§ PROBLEM:
From the line containing "Read the map" down to the line containing "I am building a map index. Serialize" in the records below, reproduce every line exactly, ends included, and omit all others.

[Stored dataset items]

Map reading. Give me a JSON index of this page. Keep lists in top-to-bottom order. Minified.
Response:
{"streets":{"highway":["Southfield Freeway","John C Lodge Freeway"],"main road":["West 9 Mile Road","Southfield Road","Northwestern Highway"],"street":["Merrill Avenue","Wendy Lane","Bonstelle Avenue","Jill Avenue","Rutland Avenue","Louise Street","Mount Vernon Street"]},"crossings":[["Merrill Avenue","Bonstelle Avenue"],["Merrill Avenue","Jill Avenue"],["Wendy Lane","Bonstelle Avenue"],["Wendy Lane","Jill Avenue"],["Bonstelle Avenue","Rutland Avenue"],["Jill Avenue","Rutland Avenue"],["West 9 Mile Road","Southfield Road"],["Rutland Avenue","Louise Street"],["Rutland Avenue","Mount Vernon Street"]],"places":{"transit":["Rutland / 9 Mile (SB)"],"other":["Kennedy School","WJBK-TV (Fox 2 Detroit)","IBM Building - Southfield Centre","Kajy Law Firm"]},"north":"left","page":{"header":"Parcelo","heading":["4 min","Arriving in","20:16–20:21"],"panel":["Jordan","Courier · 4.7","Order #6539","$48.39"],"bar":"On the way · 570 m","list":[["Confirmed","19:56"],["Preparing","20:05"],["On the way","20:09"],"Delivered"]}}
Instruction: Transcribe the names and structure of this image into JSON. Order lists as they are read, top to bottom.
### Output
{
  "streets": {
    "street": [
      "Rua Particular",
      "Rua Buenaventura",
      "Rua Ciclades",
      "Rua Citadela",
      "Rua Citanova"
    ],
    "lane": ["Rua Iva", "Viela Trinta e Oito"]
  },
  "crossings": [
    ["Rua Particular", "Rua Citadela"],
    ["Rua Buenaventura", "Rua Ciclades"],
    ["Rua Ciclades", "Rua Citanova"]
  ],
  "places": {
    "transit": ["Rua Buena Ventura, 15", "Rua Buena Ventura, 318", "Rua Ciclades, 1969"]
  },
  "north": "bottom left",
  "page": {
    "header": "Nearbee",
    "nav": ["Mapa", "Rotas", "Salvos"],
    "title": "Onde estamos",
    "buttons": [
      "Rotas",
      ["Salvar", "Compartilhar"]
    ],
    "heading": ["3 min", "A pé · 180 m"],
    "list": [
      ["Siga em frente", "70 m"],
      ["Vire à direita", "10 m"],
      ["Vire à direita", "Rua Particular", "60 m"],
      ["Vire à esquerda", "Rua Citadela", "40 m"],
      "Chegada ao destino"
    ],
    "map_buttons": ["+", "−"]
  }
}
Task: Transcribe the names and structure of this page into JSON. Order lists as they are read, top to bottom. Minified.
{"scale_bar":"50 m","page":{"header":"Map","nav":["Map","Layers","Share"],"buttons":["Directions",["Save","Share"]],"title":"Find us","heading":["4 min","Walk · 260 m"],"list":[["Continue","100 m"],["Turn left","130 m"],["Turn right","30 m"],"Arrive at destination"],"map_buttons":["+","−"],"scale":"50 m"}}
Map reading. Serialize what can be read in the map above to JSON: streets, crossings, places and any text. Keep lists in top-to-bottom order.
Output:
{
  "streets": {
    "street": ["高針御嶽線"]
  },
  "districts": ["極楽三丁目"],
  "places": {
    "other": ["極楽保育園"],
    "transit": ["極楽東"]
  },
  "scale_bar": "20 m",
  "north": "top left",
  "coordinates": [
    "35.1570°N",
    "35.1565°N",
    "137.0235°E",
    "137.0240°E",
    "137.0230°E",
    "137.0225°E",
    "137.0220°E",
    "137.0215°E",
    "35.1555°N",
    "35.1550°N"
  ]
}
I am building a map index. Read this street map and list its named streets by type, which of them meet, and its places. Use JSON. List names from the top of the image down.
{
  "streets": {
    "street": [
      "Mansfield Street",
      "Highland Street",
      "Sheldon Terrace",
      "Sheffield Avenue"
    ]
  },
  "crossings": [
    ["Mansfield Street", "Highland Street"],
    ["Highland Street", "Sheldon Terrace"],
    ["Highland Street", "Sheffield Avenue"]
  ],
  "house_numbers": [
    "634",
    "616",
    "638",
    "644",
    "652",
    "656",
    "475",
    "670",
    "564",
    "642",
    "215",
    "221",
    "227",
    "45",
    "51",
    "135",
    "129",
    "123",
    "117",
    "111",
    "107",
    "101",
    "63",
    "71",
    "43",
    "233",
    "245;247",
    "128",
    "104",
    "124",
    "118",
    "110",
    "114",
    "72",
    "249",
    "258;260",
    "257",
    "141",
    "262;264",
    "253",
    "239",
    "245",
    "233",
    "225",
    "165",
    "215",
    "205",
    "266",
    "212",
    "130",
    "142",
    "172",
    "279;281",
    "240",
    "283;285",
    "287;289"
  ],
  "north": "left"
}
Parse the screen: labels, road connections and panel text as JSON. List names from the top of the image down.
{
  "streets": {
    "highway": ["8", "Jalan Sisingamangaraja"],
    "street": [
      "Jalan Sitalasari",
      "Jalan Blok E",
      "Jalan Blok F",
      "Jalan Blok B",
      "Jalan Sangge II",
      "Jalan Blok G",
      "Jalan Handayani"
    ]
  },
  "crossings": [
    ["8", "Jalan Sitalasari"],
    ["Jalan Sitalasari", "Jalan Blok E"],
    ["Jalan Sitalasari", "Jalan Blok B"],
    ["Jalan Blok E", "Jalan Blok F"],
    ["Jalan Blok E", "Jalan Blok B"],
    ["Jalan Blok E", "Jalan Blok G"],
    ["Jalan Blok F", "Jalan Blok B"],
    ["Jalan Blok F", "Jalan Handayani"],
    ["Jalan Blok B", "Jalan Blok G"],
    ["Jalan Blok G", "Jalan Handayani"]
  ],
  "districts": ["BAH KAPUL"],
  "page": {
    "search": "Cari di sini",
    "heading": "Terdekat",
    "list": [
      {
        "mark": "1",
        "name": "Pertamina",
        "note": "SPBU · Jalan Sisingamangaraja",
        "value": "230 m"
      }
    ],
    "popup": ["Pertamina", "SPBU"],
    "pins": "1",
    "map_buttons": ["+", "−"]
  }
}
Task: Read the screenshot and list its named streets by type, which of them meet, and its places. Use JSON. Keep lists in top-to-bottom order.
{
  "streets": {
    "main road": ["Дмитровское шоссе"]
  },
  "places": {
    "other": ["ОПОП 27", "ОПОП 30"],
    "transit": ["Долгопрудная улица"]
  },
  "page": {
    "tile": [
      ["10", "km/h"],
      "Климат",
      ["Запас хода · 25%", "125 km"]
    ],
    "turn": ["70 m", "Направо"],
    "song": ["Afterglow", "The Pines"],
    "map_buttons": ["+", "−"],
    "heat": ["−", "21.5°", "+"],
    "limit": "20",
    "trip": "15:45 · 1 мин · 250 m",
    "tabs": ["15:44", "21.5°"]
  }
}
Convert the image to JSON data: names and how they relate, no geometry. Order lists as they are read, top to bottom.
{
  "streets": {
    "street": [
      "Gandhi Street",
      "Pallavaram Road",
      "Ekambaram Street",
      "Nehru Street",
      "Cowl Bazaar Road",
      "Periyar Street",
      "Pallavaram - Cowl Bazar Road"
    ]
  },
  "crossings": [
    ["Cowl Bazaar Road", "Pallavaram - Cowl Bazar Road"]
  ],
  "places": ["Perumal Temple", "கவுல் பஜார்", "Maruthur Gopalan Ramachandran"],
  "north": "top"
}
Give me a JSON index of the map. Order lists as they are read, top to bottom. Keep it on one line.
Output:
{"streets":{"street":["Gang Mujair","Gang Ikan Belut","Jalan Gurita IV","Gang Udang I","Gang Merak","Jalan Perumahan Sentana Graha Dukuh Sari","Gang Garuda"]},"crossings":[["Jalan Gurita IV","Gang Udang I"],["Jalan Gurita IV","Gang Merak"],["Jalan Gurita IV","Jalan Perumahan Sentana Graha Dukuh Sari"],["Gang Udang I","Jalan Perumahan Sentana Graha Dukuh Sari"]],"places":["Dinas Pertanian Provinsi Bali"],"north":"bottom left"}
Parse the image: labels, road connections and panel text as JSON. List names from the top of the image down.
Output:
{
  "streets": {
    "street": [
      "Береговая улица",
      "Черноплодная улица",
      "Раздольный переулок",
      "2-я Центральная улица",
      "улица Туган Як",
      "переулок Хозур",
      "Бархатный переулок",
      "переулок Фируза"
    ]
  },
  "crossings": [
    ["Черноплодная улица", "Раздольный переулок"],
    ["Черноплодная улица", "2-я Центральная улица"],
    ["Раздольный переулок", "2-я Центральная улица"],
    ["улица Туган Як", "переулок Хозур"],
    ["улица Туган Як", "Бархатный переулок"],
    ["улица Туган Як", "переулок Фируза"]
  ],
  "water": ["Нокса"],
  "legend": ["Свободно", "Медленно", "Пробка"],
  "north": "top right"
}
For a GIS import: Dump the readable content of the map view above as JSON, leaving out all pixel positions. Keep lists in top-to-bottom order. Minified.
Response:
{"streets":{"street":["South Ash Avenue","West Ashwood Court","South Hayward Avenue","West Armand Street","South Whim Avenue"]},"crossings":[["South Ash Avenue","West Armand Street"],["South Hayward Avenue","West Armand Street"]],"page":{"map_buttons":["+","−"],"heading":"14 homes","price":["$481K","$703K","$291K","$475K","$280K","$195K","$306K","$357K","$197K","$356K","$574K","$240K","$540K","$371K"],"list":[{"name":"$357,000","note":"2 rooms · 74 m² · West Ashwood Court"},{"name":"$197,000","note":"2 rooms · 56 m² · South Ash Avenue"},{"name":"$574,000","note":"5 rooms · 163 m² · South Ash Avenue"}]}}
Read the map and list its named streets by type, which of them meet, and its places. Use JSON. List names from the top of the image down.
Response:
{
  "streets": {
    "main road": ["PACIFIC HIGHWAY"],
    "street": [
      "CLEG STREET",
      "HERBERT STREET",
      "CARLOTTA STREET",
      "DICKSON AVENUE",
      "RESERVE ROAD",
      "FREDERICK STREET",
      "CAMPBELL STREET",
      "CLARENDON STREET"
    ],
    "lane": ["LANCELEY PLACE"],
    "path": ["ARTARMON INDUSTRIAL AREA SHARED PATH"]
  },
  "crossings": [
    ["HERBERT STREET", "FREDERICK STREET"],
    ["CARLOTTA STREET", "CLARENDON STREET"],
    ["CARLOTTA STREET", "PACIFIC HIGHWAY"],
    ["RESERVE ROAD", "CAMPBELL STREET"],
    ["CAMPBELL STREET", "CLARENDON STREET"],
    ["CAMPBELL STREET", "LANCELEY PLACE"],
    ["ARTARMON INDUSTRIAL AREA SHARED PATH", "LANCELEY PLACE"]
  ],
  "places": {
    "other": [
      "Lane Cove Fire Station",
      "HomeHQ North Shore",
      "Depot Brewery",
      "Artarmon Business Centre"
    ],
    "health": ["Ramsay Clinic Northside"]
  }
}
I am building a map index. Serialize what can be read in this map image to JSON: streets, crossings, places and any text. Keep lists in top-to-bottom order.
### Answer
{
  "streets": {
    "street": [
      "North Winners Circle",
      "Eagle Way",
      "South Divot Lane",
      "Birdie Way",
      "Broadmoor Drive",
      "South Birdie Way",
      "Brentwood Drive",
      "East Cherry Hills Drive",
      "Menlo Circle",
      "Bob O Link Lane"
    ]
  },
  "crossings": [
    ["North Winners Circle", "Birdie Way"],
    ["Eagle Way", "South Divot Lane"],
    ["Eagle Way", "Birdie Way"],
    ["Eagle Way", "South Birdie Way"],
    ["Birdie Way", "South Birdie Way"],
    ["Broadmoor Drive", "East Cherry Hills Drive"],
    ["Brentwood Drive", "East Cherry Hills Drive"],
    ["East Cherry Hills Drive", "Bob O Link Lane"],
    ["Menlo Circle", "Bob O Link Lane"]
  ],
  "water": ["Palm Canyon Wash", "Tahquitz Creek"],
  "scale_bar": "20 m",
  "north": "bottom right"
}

§ TASK ANSWER:
Read the map and list its named streets by type, which of them meet, and its places. Use JSON. List names from the top of the image down.
Response:
{
  "streets": {
    "main road": ["PACIFIC HIGHWAY"],
    "street": [
      "CLEG STREET",
      "HERBERT STREET",
      "CARLOTTA STREET",
      "DICKSON AVENUE",
      "RESERVE ROAD",
      "FREDERICK STREET",
      "CAMPBELL STREET",
      "CLARENDON STREET"
    ],
    "lane": ["LANCELEY PLACE"],
    "path": ["ARTARMON INDUSTRIAL AREA SHARED PATH"]
  },
  "crossings": [
    ["HERBERT STREET", "FREDERICK STREET"],
    ["CARLOTTA STREET", "CLARENDON STREET"],
    ["CARLOTTA STREET", "PACIFIC HIGHWAY"],
    ["RESERVE ROAD", "CAMPBELL STREET"],
    ["CAMPBELL STREET", "CLARENDON STREET"],
    ["CAMPBELL STREET", "LANCELEY PLACE"],
    ["ARTARMON INDUSTRIAL AREA SHARED PATH", "LANCELEY PLACE"]
  ],
  "places": {
    "other": [
      "Lane Cove Fire Station",
      "HomeHQ North Shore",
      "Depot Brewery",
      "Artarmon Business Centre"
    ],
    "health": ["Ramsay Clinic Northside"]
  }
}
I am building a map index. Serialize what can be read in this map image to JSON: streets, crossings, places and any text. Keep lists in top-to-bottom order.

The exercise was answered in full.